§ **Requirement**
Once the lines below holding the string "text" are counted, give that number alone.

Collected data
-- Opening Marker --

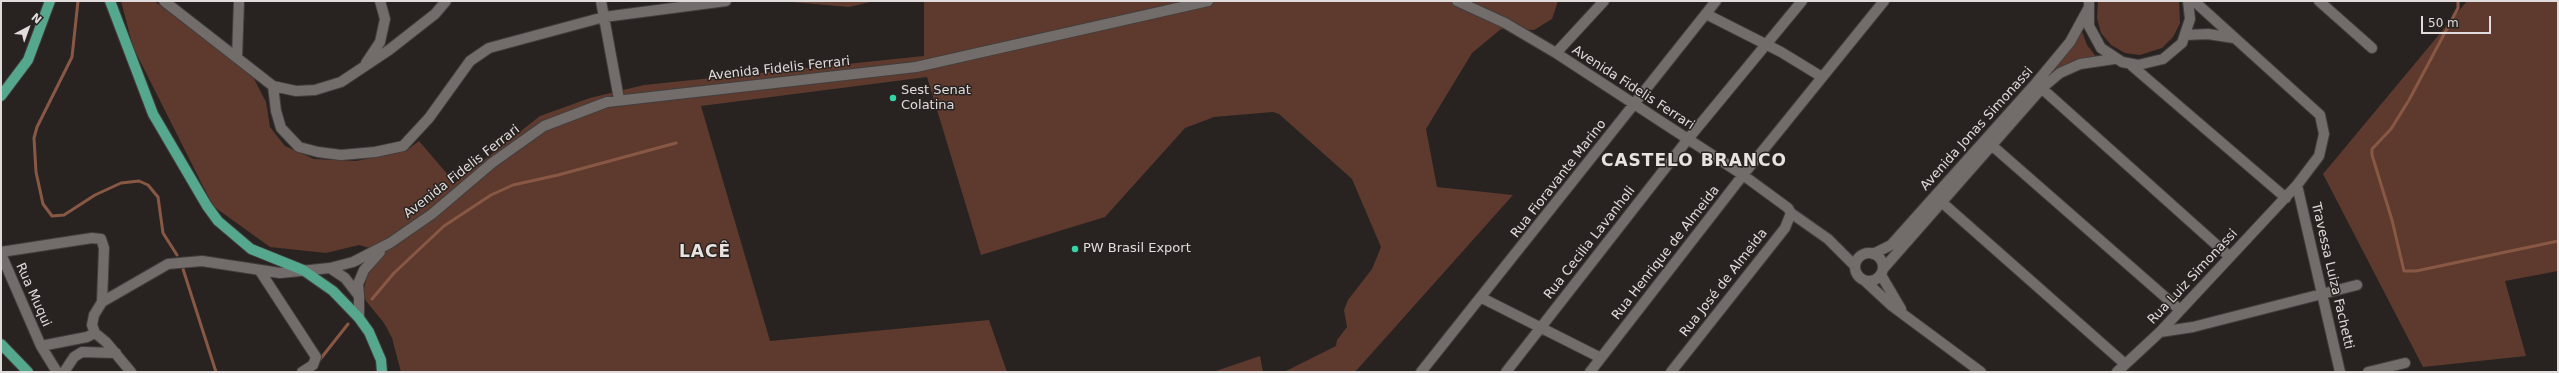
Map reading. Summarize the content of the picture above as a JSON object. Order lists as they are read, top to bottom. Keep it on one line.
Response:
{"streets":{"street":["Avenida Fidelis Ferrari","Avenida Jonas Simonassi","Rua Fioravante Marino","Rua Cecilia Lavanholi","Rua Henrique de Almeida","Travessa Luiza Fachetti","Rua Luiz Simonassi","Rua José de Almeida","Rua Muqui"]},"crossings":[["Avenida Fidelis Ferrari","Avenida Jonas Simonassi"],["Avenida Fidelis Ferrari","Rua Fioravante Marino"],["Avenida Fidelis Ferrari","Rua Cecilia Lavanholi"],["Avenida Fidelis Ferrari","Rua Henrique de Almeida"],["Avenida Fidelis Ferrari","Rua José de Almeida"],["Travessa Luiza Fachetti","Rua Luiz Simonassi"]],"districts":["CASTELO BRANCO","LACÊ"],"places":["Sest Senat Colatina","PW Brasil Export"],"scale_bar":"50 m","north":"top right"}
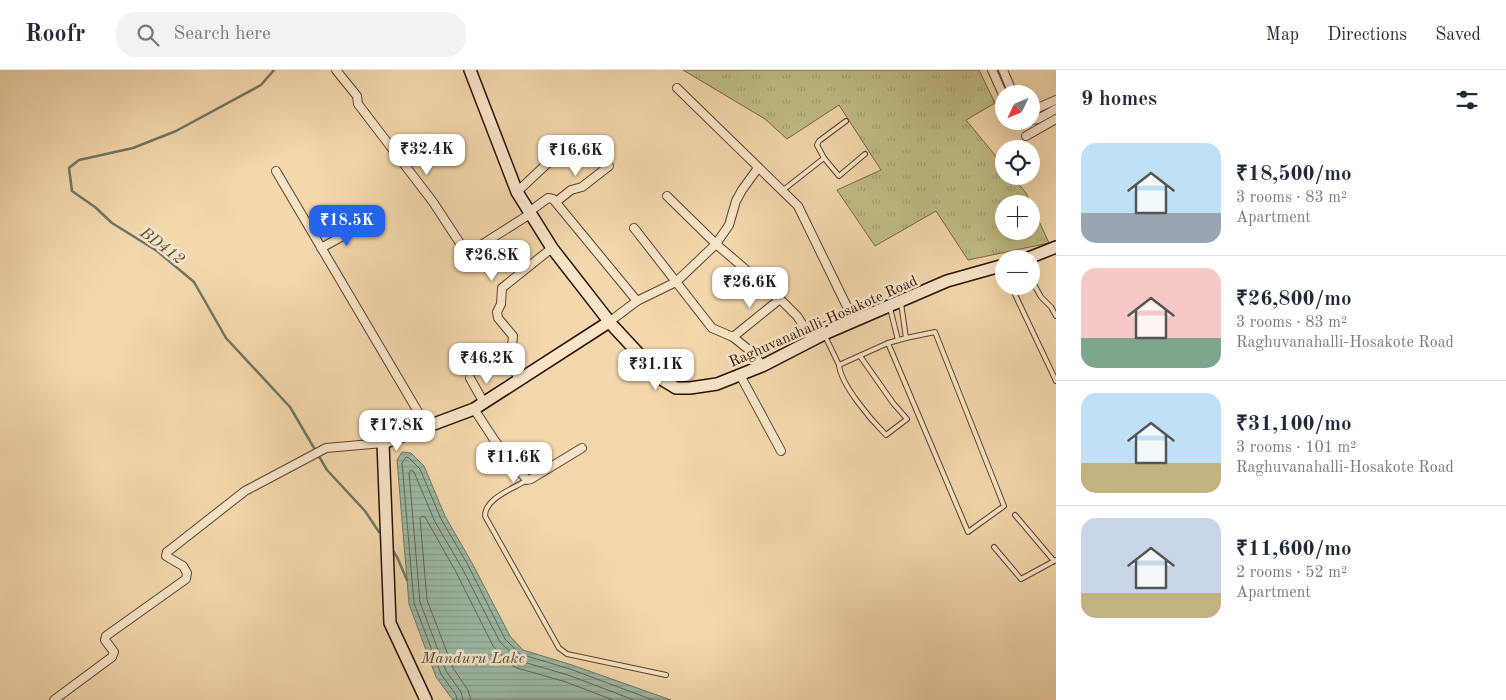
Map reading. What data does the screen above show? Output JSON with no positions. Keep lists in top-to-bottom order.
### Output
{
  "streets": {
    "main road": ["Raghuvanahalli-Hosakote Road"]
  },
  "water": ["BD412", "Manduru Lake"],
  "north": "bottom left",
  "page": {
    "header": "Roofr",
    "search": "Search here",
    "nav": ["Map", "Directions", "Saved"],
    "heading": "9 homes",
    "map_buttons": ["+", "−"],
    "list": [
      {
        "name": "₹18,500/mo",
        "note": "3 rooms · 83 m² · Apartment"
      },
      {
        "name": "₹26,800/mo",
        "note": "3 rooms · 83 m² · Raghuvanahalli-Hosakote Road"
      },
      {
        "name": "₹31,100/mo",
        "note": "3 rooms · 101 m² · Raghuvanahalli-Hosakote Road"
      },
      {
        "name": "₹11,600/mo",
        "note": "2 rooms · 52 m² · Apartment"
      }
    ],
    "price": [
      "₹32.4K",
      "₹16.6K",
      "₹18.5K",
      "₹26.8K",
      "₹26.6K",
      "₹46.2K",
      "₹31.1K",
      "₹17.8K",
      "₹11.6K"
    ]
  }
}
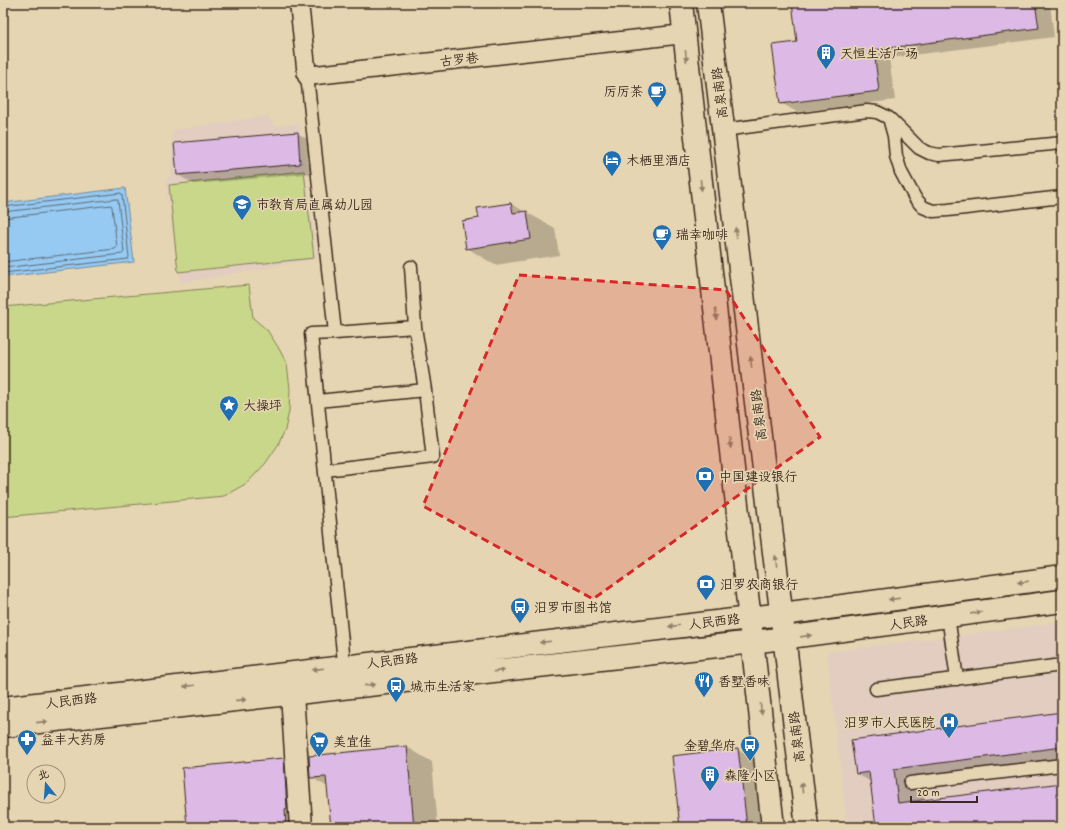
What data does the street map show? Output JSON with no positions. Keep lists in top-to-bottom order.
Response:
{
  "streets": {
    "street": [
      "古罗巷",
      "高泉南路",
      "人民西路",
      "人民路"
    ]
  },
  "crossings": [
    ["高泉南路", "人民西路"],
    ["高泉南路", "人民路"],
    ["人民西路", "人民路"]
  ],
  "places": {
    "building": ["天恒生活广场", "森隆小区"],
    "cafe": ["厉厉茶", "瑞幸咖啡"],
    "hotel": ["木栖里酒店"],
    "school or university": ["市教育局直属幼儿园"],
    "place": ["大操坪"],
    "bank": ["中国建设银行", "汨罗农商银行"],
    "bus stop": ["汨罗市图书馆", "城市生活家", "金碧华府"],
    "restaurant": ["香墅香味"],
    "hospital": ["汨罗市人民医院"],
    "pharmacy": ["益丰大药房"],
    "supermarket": ["美宜佳"]
  },
  "scale_bar": "20 m",
  "north": "top"
}
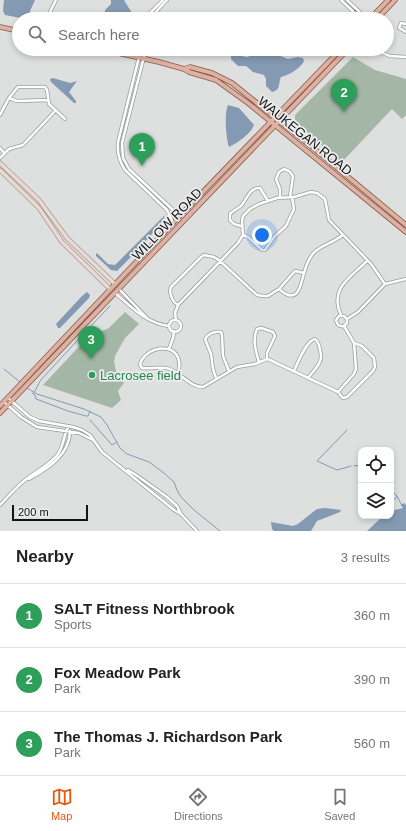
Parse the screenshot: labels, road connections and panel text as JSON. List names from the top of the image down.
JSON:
{
  "streets": {
    "main road": ["WAUKEGAN ROAD", "WILLOW ROAD"]
  },
  "crossings": [
    ["WAUKEGAN ROAD", "WILLOW ROAD"]
  ],
  "places": ["Lacrosee field"],
  "scale_bar": "200 m",
  "page": {
    "search": "Search here",
    "pins": ["2", "1", "3"],
    "scale": "200 m",
    "heading": ["Nearby", "3 results"],
    "list": [
      {
        "mark": "1",
        "name": "SALT Fitness Northbrook",
        "note": "Sports",
        "value": "360 m"
      },
      {
        "mark": "2",
        "name": "Fox Meadow Park",
        "note": "Park",
        "value": "390 m"
      },
      {
        "mark": "3",
        "name": "The Thomas J. Richardson Park",
        "note": "Park",
        "value": "560 m"
      }
    ],
    "nav": ["Map", "Directions", "Saved"]
  }
}
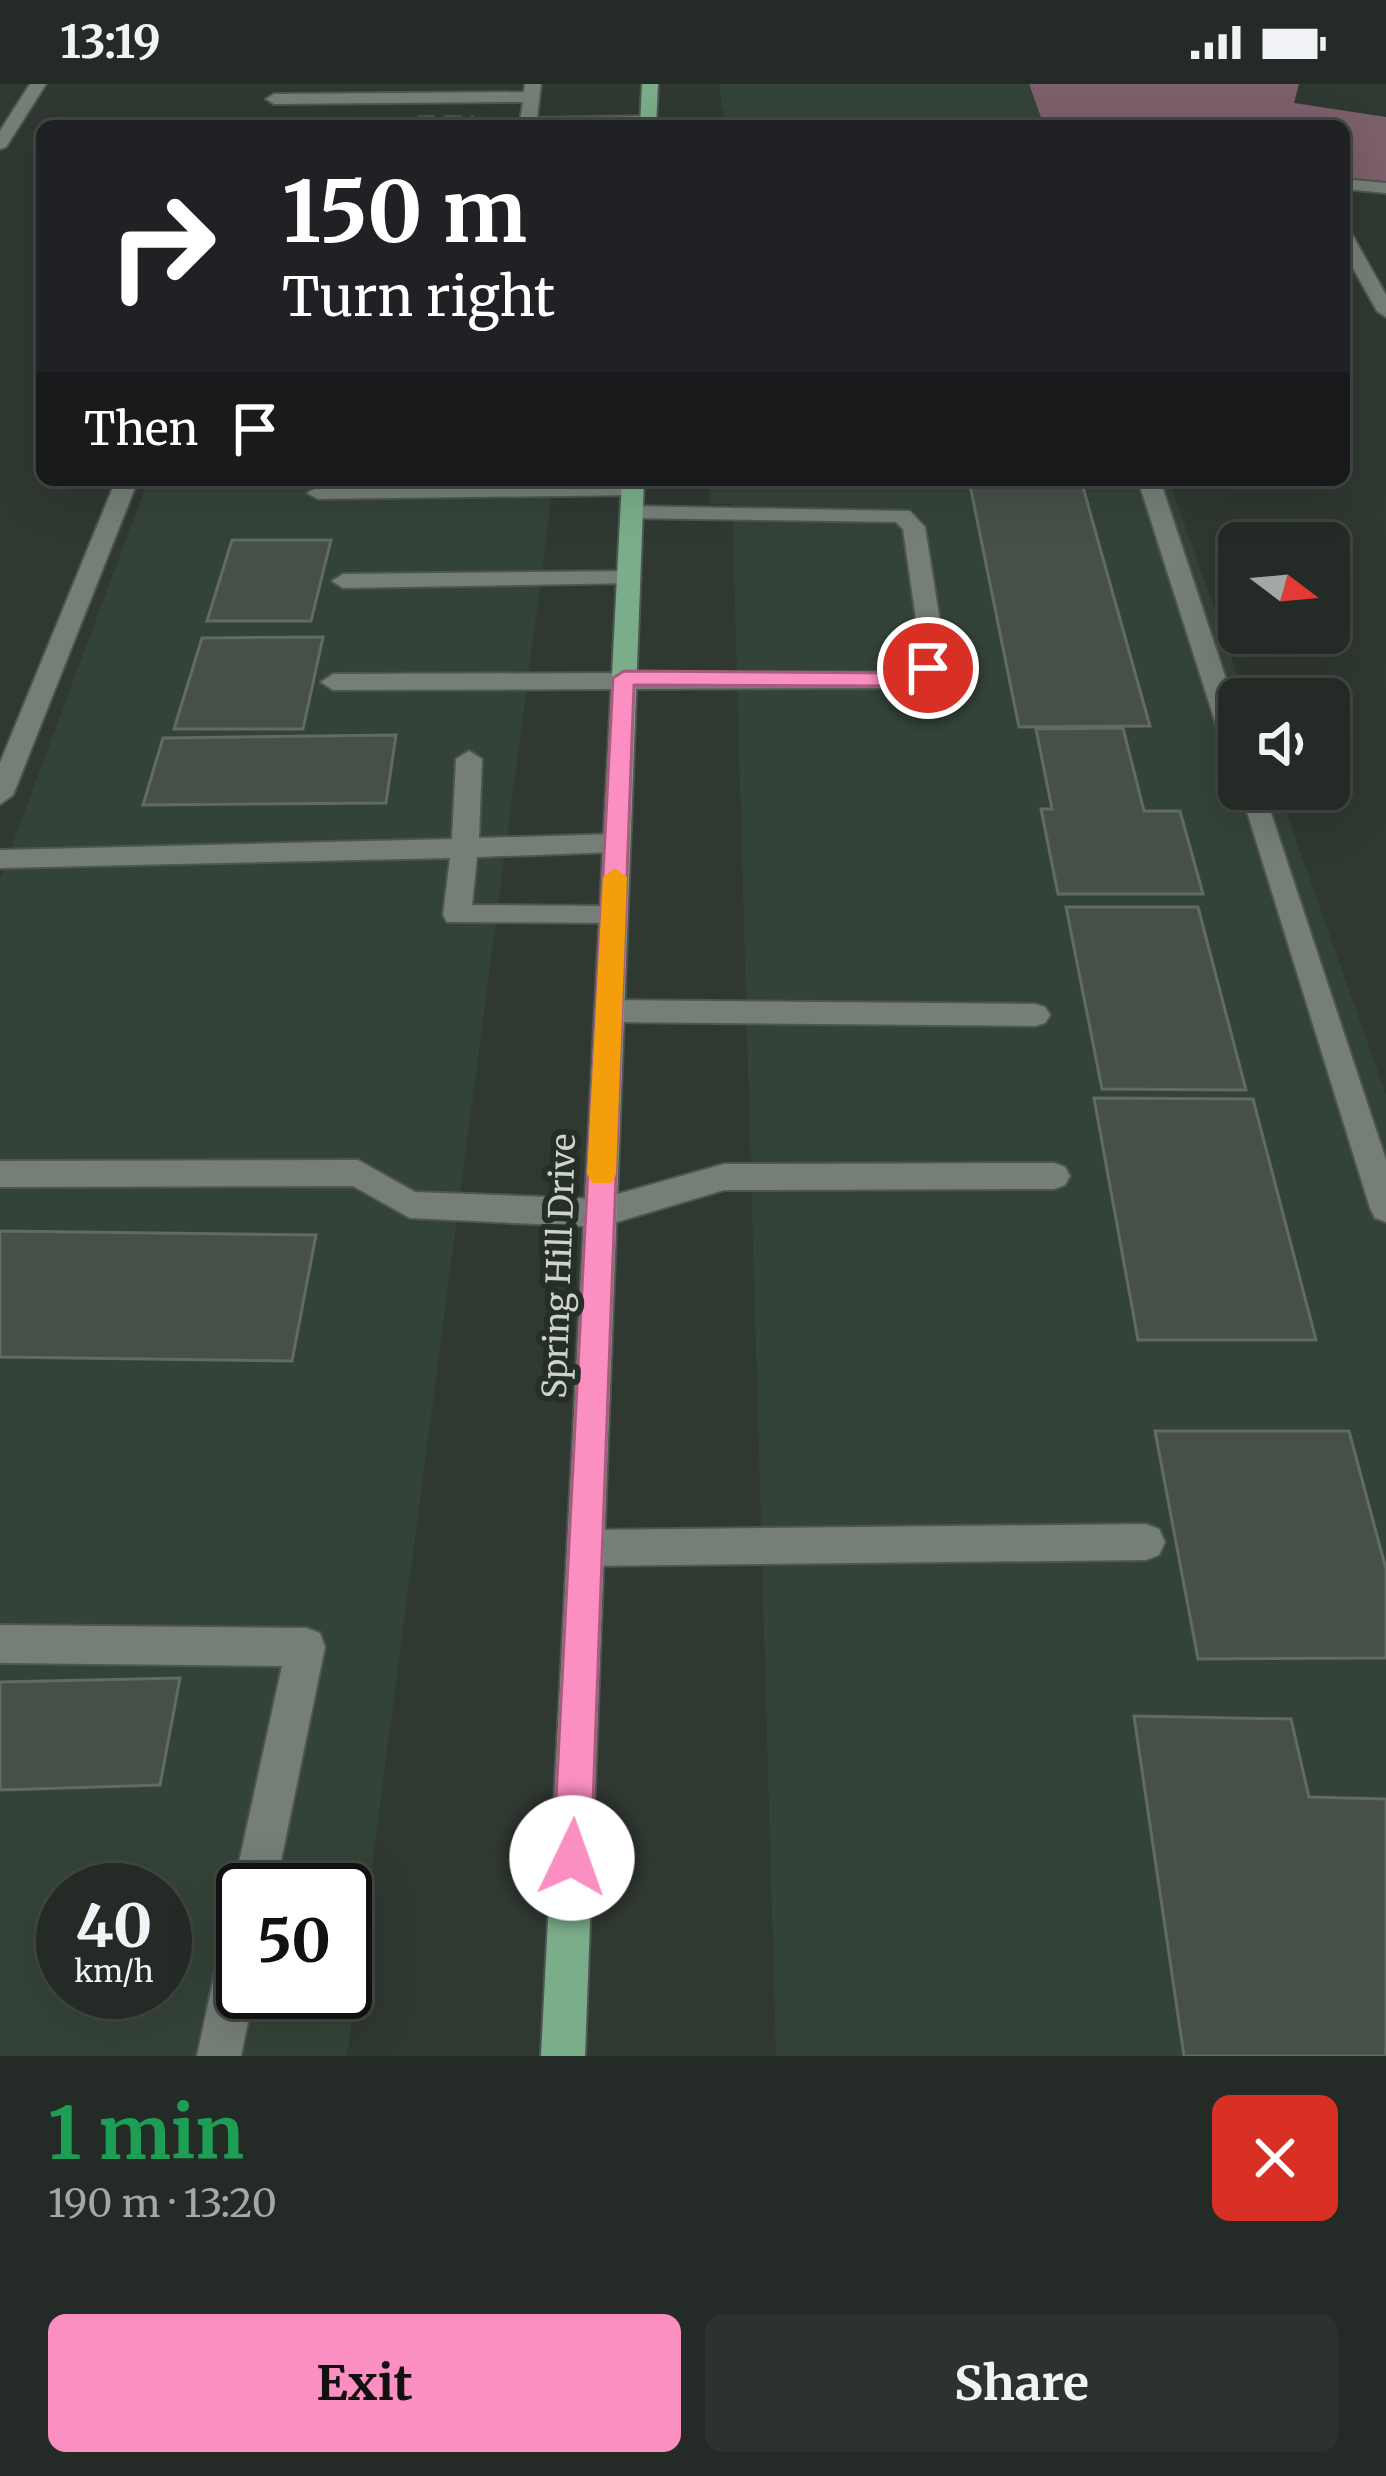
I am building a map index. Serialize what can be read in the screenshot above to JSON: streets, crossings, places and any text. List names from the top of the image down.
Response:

-- Closing Marker --

§ **Task solution**
2